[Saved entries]
· · · ·
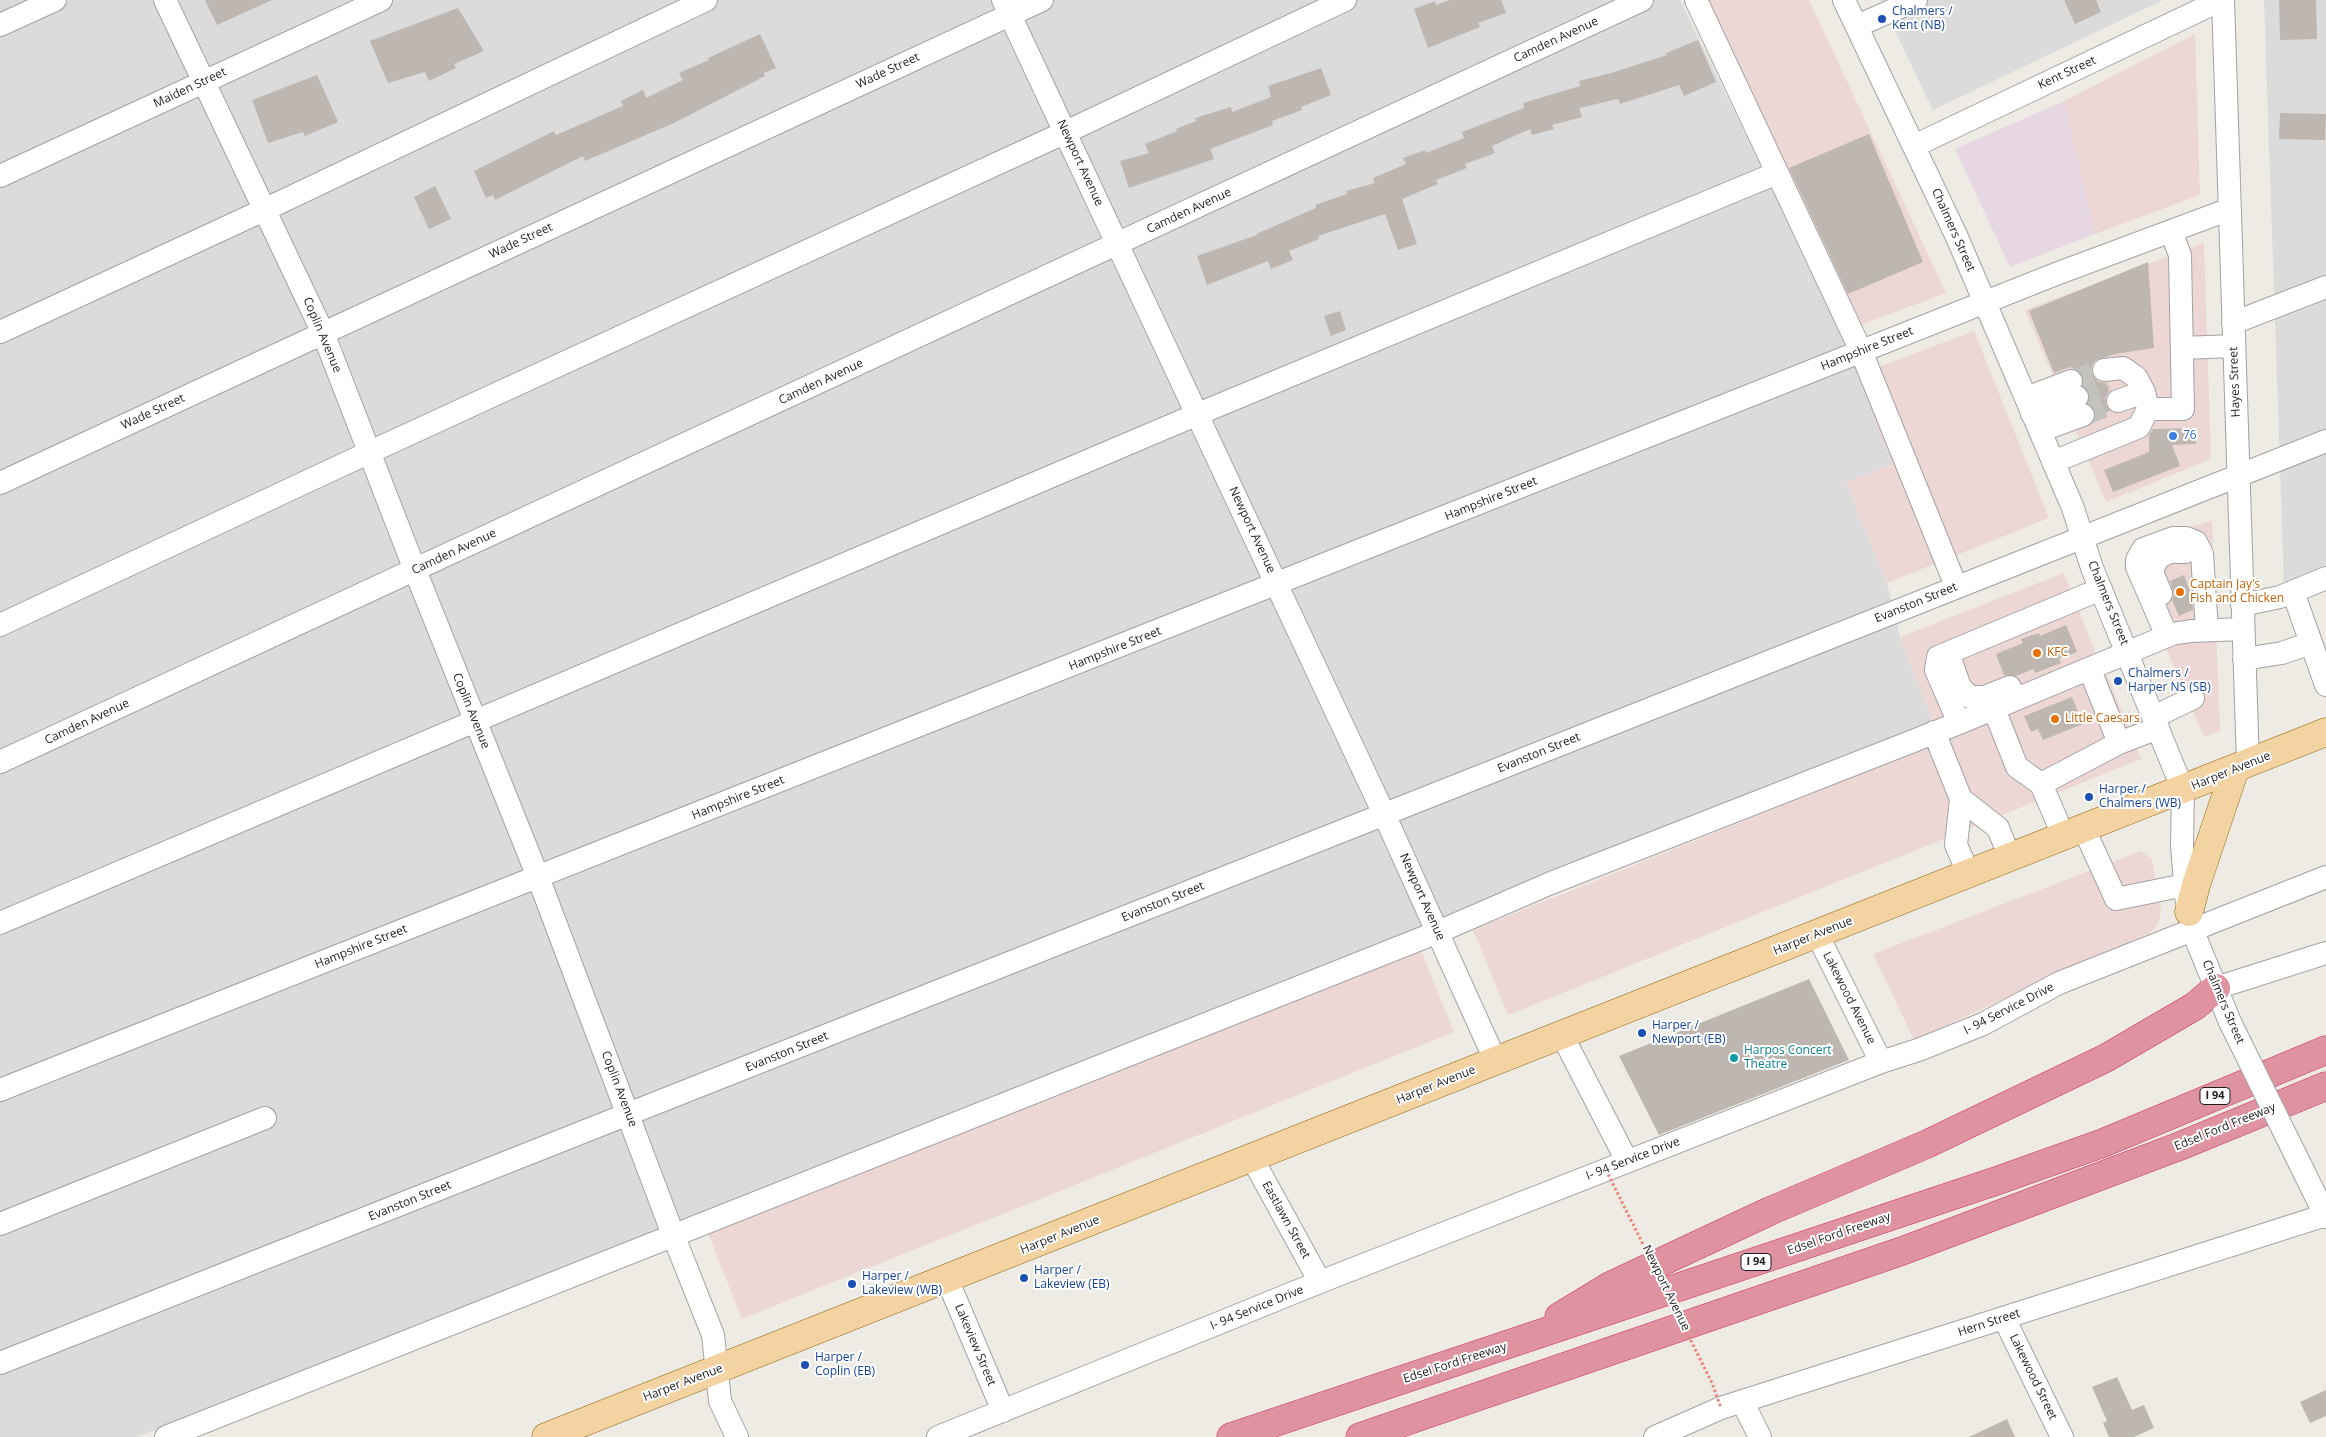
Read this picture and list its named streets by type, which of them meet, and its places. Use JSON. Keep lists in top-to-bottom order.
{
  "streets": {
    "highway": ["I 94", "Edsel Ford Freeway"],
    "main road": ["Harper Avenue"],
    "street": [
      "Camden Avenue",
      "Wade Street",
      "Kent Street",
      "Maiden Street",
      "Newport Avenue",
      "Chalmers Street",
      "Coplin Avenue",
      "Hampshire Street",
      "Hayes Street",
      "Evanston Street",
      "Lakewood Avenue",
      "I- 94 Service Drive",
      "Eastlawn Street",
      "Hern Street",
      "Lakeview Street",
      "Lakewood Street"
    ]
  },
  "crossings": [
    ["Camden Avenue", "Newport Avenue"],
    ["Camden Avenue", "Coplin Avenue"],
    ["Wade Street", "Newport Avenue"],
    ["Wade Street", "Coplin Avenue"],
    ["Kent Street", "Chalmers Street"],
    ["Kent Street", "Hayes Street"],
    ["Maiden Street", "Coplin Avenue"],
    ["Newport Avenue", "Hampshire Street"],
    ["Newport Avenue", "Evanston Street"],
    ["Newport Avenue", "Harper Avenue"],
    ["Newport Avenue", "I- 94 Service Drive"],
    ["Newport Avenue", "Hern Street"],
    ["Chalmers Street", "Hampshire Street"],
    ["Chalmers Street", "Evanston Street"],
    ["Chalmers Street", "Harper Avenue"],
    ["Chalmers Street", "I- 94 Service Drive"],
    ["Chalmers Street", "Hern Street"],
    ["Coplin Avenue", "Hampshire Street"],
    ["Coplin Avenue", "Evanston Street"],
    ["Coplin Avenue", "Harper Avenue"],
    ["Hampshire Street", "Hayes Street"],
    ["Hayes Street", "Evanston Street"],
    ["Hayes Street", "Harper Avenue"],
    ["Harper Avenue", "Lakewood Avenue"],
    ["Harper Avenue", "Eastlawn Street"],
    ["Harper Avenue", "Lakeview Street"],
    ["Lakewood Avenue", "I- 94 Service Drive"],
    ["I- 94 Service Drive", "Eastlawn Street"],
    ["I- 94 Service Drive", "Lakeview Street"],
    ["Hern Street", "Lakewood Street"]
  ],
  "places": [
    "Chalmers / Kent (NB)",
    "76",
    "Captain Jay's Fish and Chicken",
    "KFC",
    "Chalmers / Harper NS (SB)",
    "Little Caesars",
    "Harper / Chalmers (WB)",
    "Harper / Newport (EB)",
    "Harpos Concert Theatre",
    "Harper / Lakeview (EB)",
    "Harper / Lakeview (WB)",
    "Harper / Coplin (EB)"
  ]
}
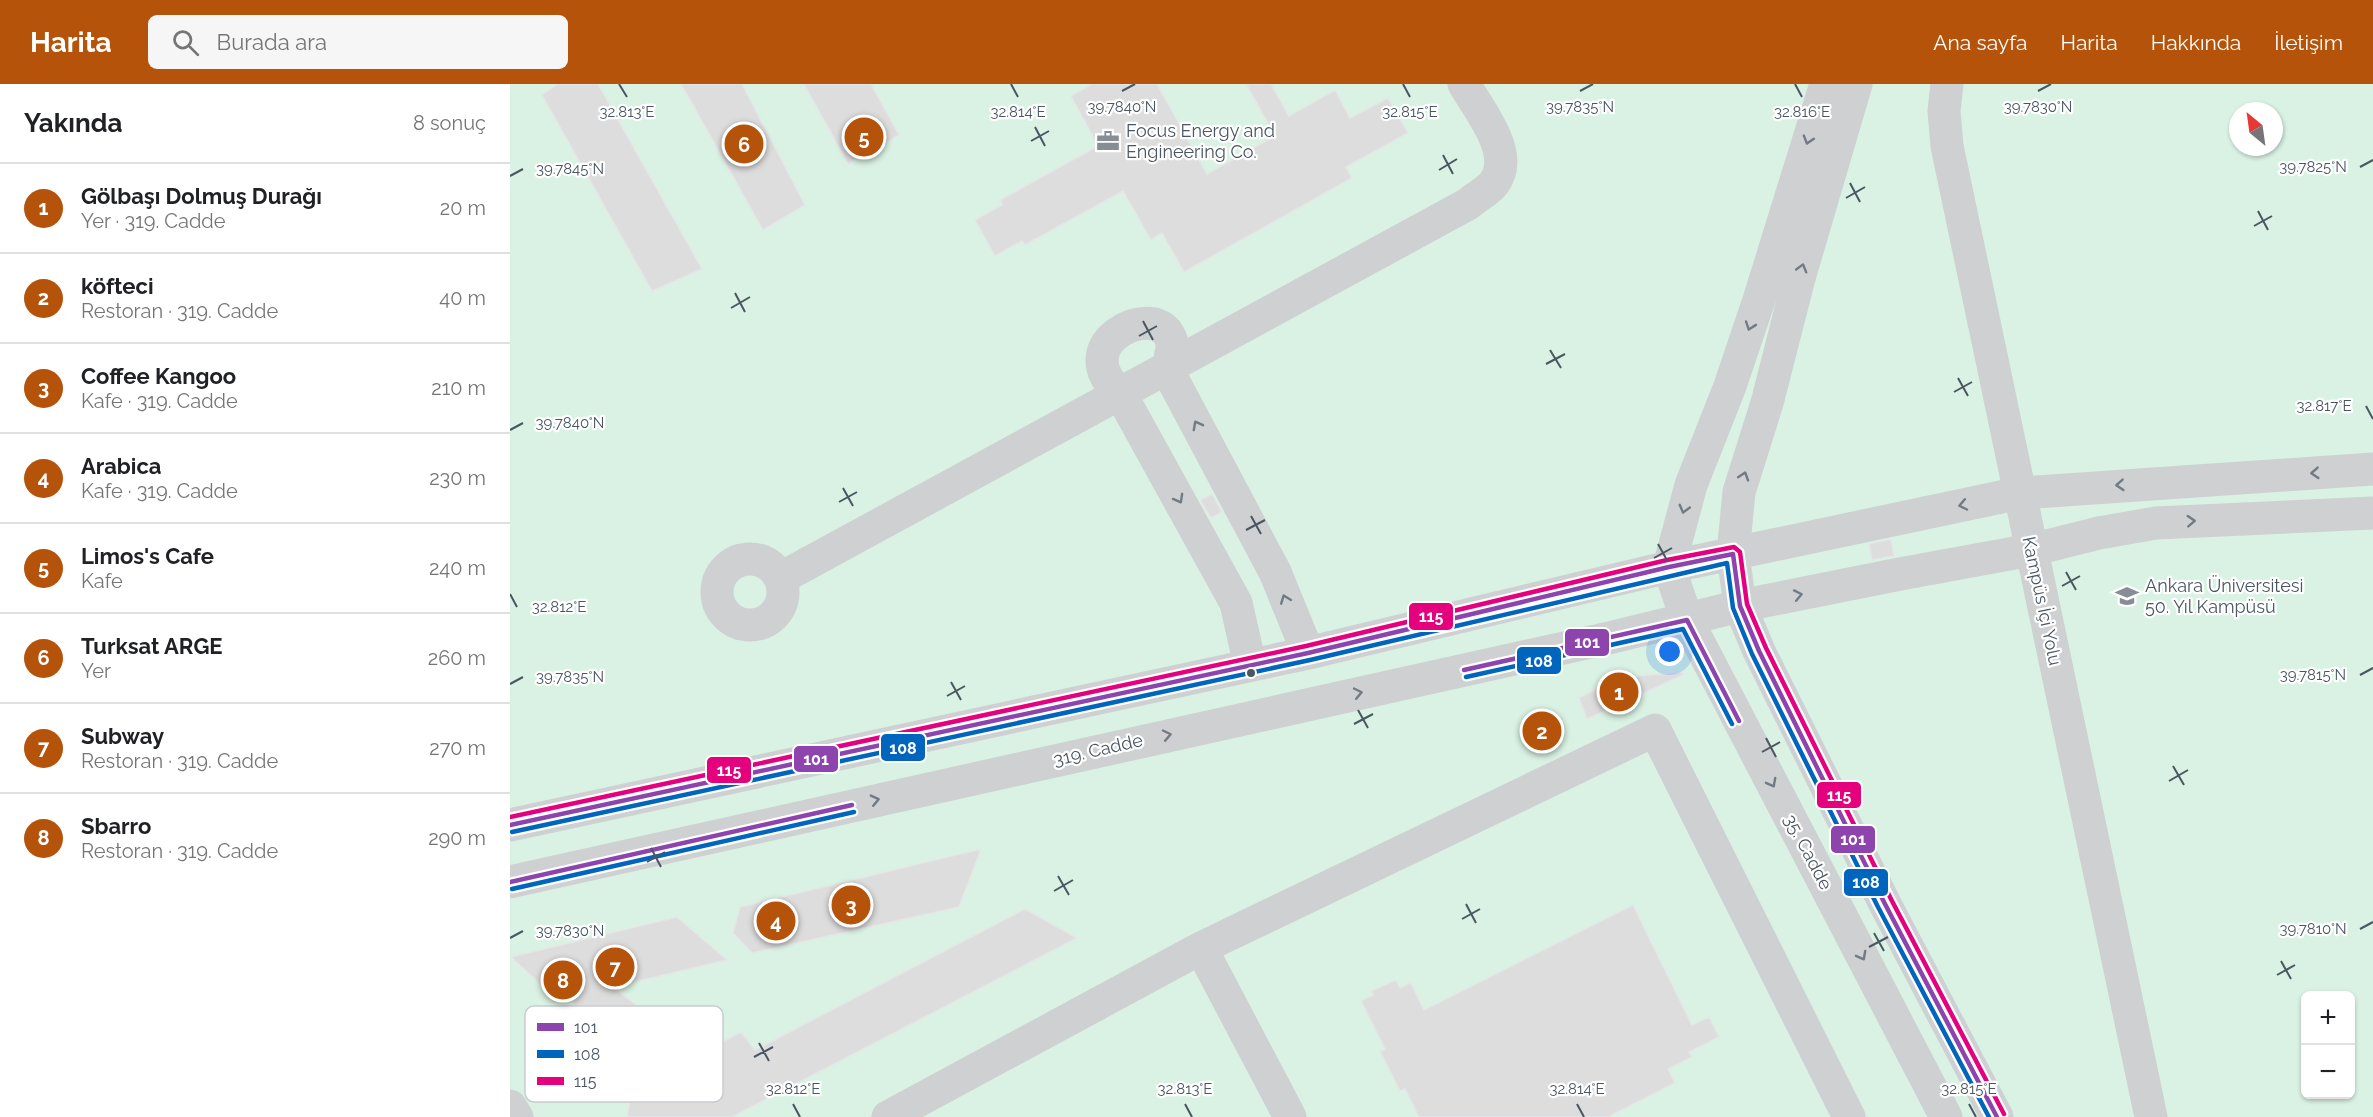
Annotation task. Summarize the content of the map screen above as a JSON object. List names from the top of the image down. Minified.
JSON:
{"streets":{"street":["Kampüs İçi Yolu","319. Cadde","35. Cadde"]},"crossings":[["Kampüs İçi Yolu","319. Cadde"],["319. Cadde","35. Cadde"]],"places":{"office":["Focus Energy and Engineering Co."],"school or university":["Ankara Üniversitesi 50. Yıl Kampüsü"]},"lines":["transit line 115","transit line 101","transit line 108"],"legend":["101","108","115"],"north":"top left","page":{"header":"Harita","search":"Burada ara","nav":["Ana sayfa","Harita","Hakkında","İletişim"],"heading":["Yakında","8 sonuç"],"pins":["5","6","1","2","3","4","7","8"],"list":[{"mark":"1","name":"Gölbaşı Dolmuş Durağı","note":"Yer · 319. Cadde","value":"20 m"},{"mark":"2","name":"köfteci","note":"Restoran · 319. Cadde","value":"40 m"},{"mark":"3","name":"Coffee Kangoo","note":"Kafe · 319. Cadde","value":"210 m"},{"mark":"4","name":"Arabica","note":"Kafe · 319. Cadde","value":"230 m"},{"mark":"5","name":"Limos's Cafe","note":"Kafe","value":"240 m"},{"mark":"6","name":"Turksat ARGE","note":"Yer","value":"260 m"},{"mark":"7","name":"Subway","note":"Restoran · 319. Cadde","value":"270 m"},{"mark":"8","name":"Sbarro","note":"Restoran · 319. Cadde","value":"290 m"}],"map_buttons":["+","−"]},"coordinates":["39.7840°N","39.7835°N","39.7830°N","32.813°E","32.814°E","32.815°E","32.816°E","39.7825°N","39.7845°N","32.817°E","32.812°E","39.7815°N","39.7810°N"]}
· · · ·
The expected response is every entry above, repeated exactly, pictures removed.

- _Written reply_
Read this picture and list its named streets by type, which of them meet, and its places. Use JSON. Keep lists in top-to-bottom order.
{
  "streets": {
    "highway": ["I 94", "Edsel Ford Freeway"],
    "main road": ["Harper Avenue"],
    "street": [
      "Camden Avenue",
      "Wade Street",
      "Kent Street",
      "Maiden Street",
      "Newport Avenue",
      "Chalmers Street",
      "Coplin Avenue",
      "Hampshire Street",
      "Hayes Street",
      "Evanston Street",
      "Lakewood Avenue",
      "I- 94 Service Drive",
      "Eastlawn Street",
      "Hern Street",
      "Lakeview Street",
      "Lakewood Street"
    ]
  },
  "crossings": [
    ["Camden Avenue", "Newport Avenue"],
    ["Camden Avenue", "Coplin Avenue"],
    ["Wade Street", "Newport Avenue"],
    ["Wade Street", "Coplin Avenue"],
    ["Kent Street", "Chalmers Street"],
    ["Kent Street", "Hayes Street"],
    ["Maiden Street", "Coplin Avenue"],
    ["Newport Avenue", "Hampshire Street"],
    ["Newport Avenue", "Evanston Street"],
    ["Newport Avenue", "Harper Avenue"],
    ["Newport Avenue", "I- 94 Service Drive"],
    ["Newport Avenue", "Hern Street"],
    ["Chalmers Street", "Hampshire Street"],
    ["Chalmers Street", "Evanston Street"],
    ["Chalmers Street", "Harper Avenue"],
    ["Chalmers Street", "I- 94 Service Drive"],
    ["Chalmers Street", "Hern Street"],
    ["Coplin Avenue", "Hampshire Street"],
    ["Coplin Avenue", "Evanston Street"],
    ["Coplin Avenue", "Harper Avenue"],
    ["Hampshire Street", "Hayes Street"],
    ["Hayes Street", "Evanston Street"],
    ["Hayes Street", "Harper Avenue"],
    ["Harper Avenue", "Lakewood Avenue"],
    ["Harper Avenue", "Eastlawn Street"],
    ["Harper Avenue", "Lakeview Street"],
    ["Lakewood Avenue", "I- 94 Service Drive"],
    ["I- 94 Service Drive", "Eastlawn Street"],
    ["I- 94 Service Drive", "Lakeview Street"],
    ["Hern Street", "Lakewood Street"]
  ],
  "places": [
    "Chalmers / Kent (NB)",
    "76",
    "Captain Jay's Fish and Chicken",
    "KFC",
    "Chalmers / Harper NS (SB)",
    "Little Caesars",
    "Harper / Chalmers (WB)",
    "Harper / Newport (EB)",
    "Harpos Concert Theatre",
    "Harper / Lakeview (EB)",
    "Harper / Lakeview (WB)",
    "Harper / Coplin (EB)"
  ]
}
Annotation task. Summarize the content of the map screen above as a JSON object. List names from the top of the image down. Minified.
JSON:
{"streets":{"street":["Kampüs İçi Yolu","319. Cadde","35. Cadde"]},"crossings":[["Kampüs İçi Yolu","319. Cadde"],["319. Cadde","35. Cadde"]],"places":{"office":["Focus Energy and Engineering Co."],"school or university":["Ankara Üniversitesi 50. Yıl Kampüsü"]},"lines":["transit line 115","transit line 101","transit line 108"],"legend":["101","108","115"],"north":"top left","page":{"header":"Harita","search":"Burada ara","nav":["Ana sayfa","Harita","Hakkında","İletişim"],"heading":["Yakında","8 sonuç"],"pins":["5","6","1","2","3","4","7","8"],"list":[{"mark":"1","name":"Gölbaşı Dolmuş Durağı","note":"Yer · 319. Cadde","value":"20 m"},{"mark":"2","name":"köfteci","note":"Restoran · 319. Cadde","value":"40 m"},{"mark":"3","name":"Coffee Kangoo","note":"Kafe · 319. Cadde","value":"210 m"},{"mark":"4","name":"Arabica","note":"Kafe · 319. Cadde","value":"230 m"},{"mark":"5","name":"Limos's Cafe","note":"Kafe","value":"240 m"},{"mark":"6","name":"Turksat ARGE","note":"Yer","value":"260 m"},{"mark":"7","name":"Subway","note":"Restoran · 319. Cadde","value":"270 m"},{"mark":"8","name":"Sbarro","note":"Restoran · 319. Cadde","value":"290 m"}],"map_buttons":["+","−"]},"coordinates":["39.7840°N","39.7835°N","39.7830°N","32.813°E","32.814°E","32.815°E","32.816°E","39.7825°N","39.7845°N","32.817°E","32.812°E","39.7815°N","39.7810°N"]}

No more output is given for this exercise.